Vinicius Torres Freire
PIB e situação social do Reino Unido vão mal, mas conservadores ganham de lavada
Bem-estar social e economia não parecem ter sido os motivos da lavada do
Partido Conservador na eleição britânica. “Economia”, de resto, é
conceito amplo demais para servir de motivo de explicação, entre outros
problemas. Seja como for, explicar escolhas políticas tem andado mais difícil do
que de costume nesta década de revoltas e reviravoltas. O nosso Junho de
2013 é um caso exemplar; o Reino Unido dá o que pensar para o Brasil de
2019 e para os Estados Unidos e sua crucial eleição de 2020.
Desde 2010, início da sequência de governos conservadores, a economia do
Reino Unido cresceu à metade do ritmo registrado sob os governos
trabalhistas deste século. A desigualdade de renda aumentou
ligeiramente, mais visível na perda de renda dos 20% mais pobres e no
aumento da renda dos 10% mais ricos. Sob os conservadores, o gasto per capita em saúde pública cresceu 0,6%
ao ano desde 2010, ante 3,3% da média desde o fim da Segunda Guerra. O
gasto por estudante da escola fundamental caiu 8% desde 2010 e ainda
mais no ensino médio. São dados oficiais compilados pela “Health
Foundation” e pelo “Institute of Fiscal Studies”.
A situação obviamente não está boa e os britânicos estão revoltados, em
especial trabalhadores de renda baixa, muitos agora ex-eleitores dos
trabalhistas. Essa revolta, porém, se transforma em voto pelo brexit,
contra imigrantes, em adesão a ideias autoritárias, em desconfiança de
elites tecnocráticas, intelectuais e políticas. É um cenário conhecido e
reconhecível em muitos países do mundo ocidental. Voltaram as “guerras culturais”, o debate de costumes, nacionalismos e
outros mitos mais ou menos monstruosos que pareciam ao menos contidos
desde a catástrofe da Segunda Guerra. Quase sempre os partidos à
esquerda são derrotados quando as batalhas são disputadas nesses campos.
Mas não parecem tão óbvios o motivo da preferência pela direita, da
importância revivida das “guerras culturais” e da desimportância da
discussão político-econômica.
É preciso lembrar que:
a) o aumento da produtividade nas economias avançadas está sendo
capturado pelos mais ricos, nas últimas três ou quatro décadas, com
quase estagnação no salário mediano real, com aumento de desigualdades e
desesperança social;
b) os partidos da centro-esquerda em geral foram perdendo a identidade
desde o começo dos anos 1990, virando sensaborias políticas e elitismos
tecnocráticos: lembrem-se das Terceiras Vias, a versão zumbi da
social-democracia.
Ou seja, as “guerras culturais” ocupam o espaço esvaziado de programas
de esquerda, em particular daqueles que cheirem a naftalina dos anos
1970. Os guerreiros culturais oferecem explicações ou conforto para o
ressentimento dos desvalidos e largados da economia do século 21, quando
não criam diversionismos loucos e autoritários.
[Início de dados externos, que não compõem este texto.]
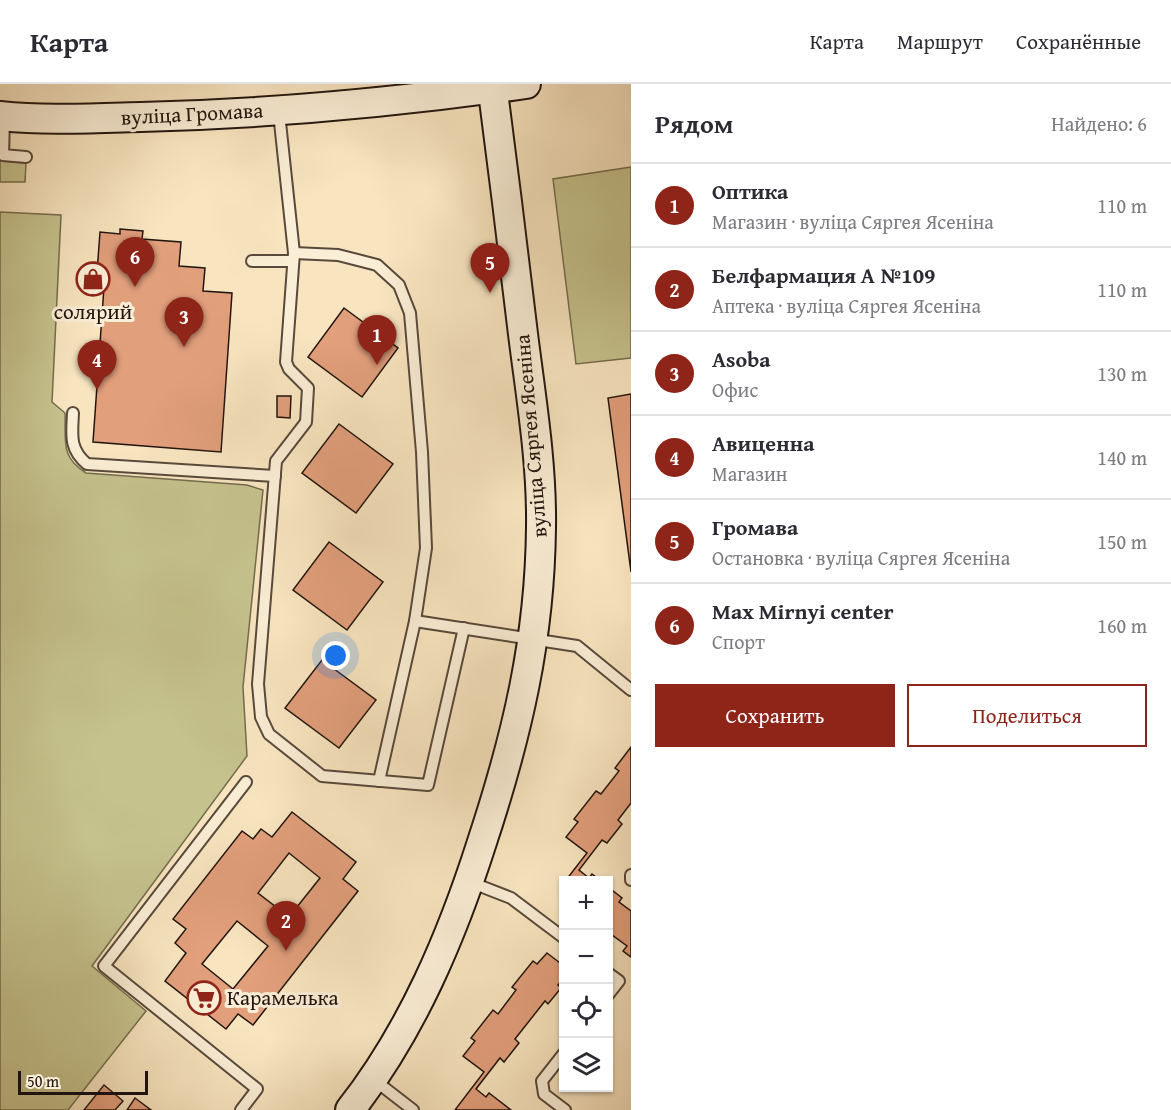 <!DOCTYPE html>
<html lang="ru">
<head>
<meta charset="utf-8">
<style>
  :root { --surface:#fff; --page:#f2f2f3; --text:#2b2b33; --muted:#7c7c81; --line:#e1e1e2; --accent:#8f2418 }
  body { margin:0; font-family:"Gentium Book Plus",serif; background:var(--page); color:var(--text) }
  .controls { position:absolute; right:18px; bottom:18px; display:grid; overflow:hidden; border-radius:0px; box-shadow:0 2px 4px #0004 }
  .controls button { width:54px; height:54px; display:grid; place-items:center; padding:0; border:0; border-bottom:2px solid var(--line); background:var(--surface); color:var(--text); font:30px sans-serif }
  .scale { position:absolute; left:18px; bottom:15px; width:130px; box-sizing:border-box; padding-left:6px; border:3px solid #22150f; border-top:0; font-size:16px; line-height:21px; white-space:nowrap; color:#22150f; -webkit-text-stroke:4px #faeed6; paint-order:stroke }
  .you { position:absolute; left:336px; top:572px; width:21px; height:21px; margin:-15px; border:4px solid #fff; border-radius:50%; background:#1a73e8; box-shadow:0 0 0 9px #1a73e833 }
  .badge { display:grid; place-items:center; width:39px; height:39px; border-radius:50%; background:var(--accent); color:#fff; font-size:20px; font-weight:700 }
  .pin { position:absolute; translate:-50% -50px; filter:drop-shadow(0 2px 3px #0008) }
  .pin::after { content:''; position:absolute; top:32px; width:21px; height:18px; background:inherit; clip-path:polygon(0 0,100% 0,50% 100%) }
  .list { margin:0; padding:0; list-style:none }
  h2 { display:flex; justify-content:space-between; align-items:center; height:78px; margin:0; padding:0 24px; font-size:26px }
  h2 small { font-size:20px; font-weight:400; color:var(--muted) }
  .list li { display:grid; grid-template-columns:39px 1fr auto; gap:18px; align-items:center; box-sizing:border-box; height:84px; padding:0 24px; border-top:2px solid var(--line) }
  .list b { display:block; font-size:22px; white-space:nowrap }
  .list p { margin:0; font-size:20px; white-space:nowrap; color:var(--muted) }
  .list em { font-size:20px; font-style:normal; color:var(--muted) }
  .actions { display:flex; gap:12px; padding:18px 24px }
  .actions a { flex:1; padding:14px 0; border:2px solid var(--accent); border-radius:0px; text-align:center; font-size:21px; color:var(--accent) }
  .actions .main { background:var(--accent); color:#fff }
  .icon { flex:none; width:33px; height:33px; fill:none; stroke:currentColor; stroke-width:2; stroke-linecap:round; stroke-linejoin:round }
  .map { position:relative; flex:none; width:631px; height:1026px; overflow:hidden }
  header { display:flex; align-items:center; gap:36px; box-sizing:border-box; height:84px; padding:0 30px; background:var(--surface); border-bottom:2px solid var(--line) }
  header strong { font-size:28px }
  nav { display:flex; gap:33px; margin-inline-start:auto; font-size:21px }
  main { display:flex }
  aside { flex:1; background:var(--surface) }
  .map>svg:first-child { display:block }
</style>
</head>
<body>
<header>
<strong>Карта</strong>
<nav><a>Карта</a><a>Маршрут</a><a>Сохранённые</a></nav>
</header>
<main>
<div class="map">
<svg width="631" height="1026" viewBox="0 0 631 1026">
  <rect width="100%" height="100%" fill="#f8e5c0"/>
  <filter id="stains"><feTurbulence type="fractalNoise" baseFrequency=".00333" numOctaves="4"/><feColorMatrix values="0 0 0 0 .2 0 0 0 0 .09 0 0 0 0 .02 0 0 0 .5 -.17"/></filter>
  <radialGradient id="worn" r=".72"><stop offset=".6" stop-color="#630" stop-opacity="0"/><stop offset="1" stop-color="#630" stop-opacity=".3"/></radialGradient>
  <!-- green -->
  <g fill="#c5c28d" stroke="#746c4e" stroke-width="1.5">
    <path d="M0,77L26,79L25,98H0Z"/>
    <path d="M631,83V274L576,280L553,95Z"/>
    <path d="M0,128L61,131L52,318L65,329C66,357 60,373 86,389L247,401L263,406L243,603L247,672L92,882L146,927L68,1026H0Z"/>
  </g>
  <!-- building -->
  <g fill="#e29f7c" stroke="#22150f" stroke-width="1.5" fill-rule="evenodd">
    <path d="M120,145L143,147L142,155L181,158L179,182L205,184L203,207L232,209L221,368L93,358L104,203L96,202L100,148L120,150Z"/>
    <path d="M344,224L398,264L362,313L308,273Z"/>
    <path d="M631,310V488L608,314Z"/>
    <path d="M277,312H291L290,334L277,333Z"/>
    <path d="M339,340L393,380L356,429L302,389Z"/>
    <path d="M329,458L383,498L347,546L293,506Z"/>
    <path d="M322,576L376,616L339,664L285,624Z"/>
    <path d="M631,663V719L618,736L622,740L607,759L602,756L579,786L589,794L592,790L600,796H566L587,769L566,753L578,738L574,735L596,707L601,710L619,687L615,684Z"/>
    <path d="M292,728L356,778L343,795L358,807L253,941L238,930L226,945L165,897L186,869L175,859L186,845L173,835L242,747L253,755L261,745L272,753ZM289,769L320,794L289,833L258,809ZM237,837L268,862L233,905L202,880Z"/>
    <path d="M608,803L622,814L619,818L631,827V873L623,867L627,862L608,848Z"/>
    <path d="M547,869L564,882V894L558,901L561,904L548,920L545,917L515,955L519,959L504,978L500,974L476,1005L486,1013L489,1009L511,1026H455L484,988L463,972L475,957L471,954L493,926L498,930L516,906L512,903L533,877L537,880Z"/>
    <path d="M104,1001L123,1017L115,1026H84Z"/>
    <path d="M135,1014L151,1026H127Z"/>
  </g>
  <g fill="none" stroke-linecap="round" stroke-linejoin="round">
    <!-- service casing -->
    <g stroke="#58493b" stroke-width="14">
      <g id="service">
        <path d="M279,29L294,169L286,278L289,285L308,304L306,338L276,377L258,600L261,633L269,650L322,692L428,701L464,544"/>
        <path d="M4,35L3,71L26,73"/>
        <path d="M294,169L338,171L377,181L399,201L410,229L422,368L426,464L415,537L379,697"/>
        <path d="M252,177H293"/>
        <path d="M73,329C72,351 69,365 87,380L275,392"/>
        <path d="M415,537L577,562L631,606"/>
        <path d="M631,791V796"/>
        <path d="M470,798L511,814L564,854"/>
        <path d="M608,889L619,897L608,911"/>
        <path d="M564,969L542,997L544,1010L565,1026"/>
        <path d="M373,995L413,1026"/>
        <path d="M241,1026L257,1005L104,882L246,698"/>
      </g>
    </g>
    <!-- secondary casing -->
    <g stroke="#22150f" stroke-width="32">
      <g id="secondary">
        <path d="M0,32C46,37 95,34 141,33C269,30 398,18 526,0"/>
        <path d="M350,1026C412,947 452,852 482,758C517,652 540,555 541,443C542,379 531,314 523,250C513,167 503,83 492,0"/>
      </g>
    </g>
    <!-- service -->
    <use href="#service" stroke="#faeed6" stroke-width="10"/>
    <!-- secondary -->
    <use href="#secondary" stroke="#faeed6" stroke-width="28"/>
  </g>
  <!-- icons -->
  <defs>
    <g id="shop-ring" transform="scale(1.725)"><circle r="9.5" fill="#faeed6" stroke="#8f2418" stroke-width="1.5"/><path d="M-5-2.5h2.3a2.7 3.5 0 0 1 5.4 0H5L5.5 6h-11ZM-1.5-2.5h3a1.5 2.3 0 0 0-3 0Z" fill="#8f2418"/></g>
    <g id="supermarket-ring" transform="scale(1.725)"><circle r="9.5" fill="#faeed6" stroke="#8f2418" stroke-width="1.5"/><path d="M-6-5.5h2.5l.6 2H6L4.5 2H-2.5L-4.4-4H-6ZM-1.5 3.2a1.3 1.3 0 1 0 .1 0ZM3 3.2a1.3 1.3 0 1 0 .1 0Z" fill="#8f2418"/></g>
  </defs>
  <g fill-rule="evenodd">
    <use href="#shop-ring" x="93" y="195"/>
    <use href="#supermarket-ring" x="204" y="914"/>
  </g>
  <g text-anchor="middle" stroke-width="6" stroke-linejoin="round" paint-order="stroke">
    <!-- street labels -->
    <g font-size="21" fill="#22150f" stroke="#faeed6">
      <text transform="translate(192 30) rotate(-3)" y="7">вуліца Громава</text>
      <text transform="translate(531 352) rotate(-95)" y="7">вуліца Сяргея Ясеніна</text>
    </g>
    <!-- poi labels -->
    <g font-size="21" fill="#22150f" stroke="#faeed6">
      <text x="93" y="235">солярий</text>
      <text x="227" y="921" text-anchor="start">Карамелька</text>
    </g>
  </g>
  <rect width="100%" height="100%" filter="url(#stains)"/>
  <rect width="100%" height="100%" fill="url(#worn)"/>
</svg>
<div class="controls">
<button>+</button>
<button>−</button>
<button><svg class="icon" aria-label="locate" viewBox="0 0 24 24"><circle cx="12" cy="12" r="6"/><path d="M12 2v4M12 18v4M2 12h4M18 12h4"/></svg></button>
<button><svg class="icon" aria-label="layers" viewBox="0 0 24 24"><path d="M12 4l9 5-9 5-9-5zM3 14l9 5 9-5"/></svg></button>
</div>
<div class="scale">50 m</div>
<div class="you"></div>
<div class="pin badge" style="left:377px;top:281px">1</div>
<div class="pin badge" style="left:286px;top:867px">2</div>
<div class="pin badge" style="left:184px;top:263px">3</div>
<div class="pin badge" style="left:97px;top:306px">4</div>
<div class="pin badge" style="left:490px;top:209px">5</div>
<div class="pin badge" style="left:135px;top:203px">6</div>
</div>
<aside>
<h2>Рядом<small>Найдено: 6</small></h2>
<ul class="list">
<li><span class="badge">1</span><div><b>Оптика</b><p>Магазин · вуліца Сяргея Ясеніна</p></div><em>110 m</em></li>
<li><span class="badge">2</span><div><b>Белфармация А №109</b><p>Аптека · вуліца Сяргея Ясеніна</p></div><em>110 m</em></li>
<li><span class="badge">3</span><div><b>Asoba</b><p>Офис</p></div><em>130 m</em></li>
<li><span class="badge">4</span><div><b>Авиценна</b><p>Магазин</p></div><em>140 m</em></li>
<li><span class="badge">5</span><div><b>Громава</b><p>Остановка · вуліца Сяргея Ясеніна</p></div><em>150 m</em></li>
<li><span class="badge">6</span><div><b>Max Mirnyi center</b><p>Спорт</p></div><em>160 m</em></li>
</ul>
<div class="actions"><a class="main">Сохранить</a><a>Поделиться</a></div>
</aside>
</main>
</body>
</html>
A esquerda não tem o que dizer ao povo miúdo nas guerras culturais ou
econômicas. O que a isolada esquerda no Brasil tem a dizer ao crescente
precariado, a outras massas de trabalhadores sem organização e aos
“autônomos” em geral?
Essas pessoas desconfiam do Estado, que cobra imposto, azucrina ou
impede o pequeno negócio ou bico, confisca mercadorias, leva propina,
espanca, mata ou deixa que o traficante ou miliciano matem e roubem.
Estado que, apesar desse policiamento fiscal ou terminal, não oferece
escola ou hospital decentes.
A esquerda perdeu o trem ou o Uber do recomeço da história.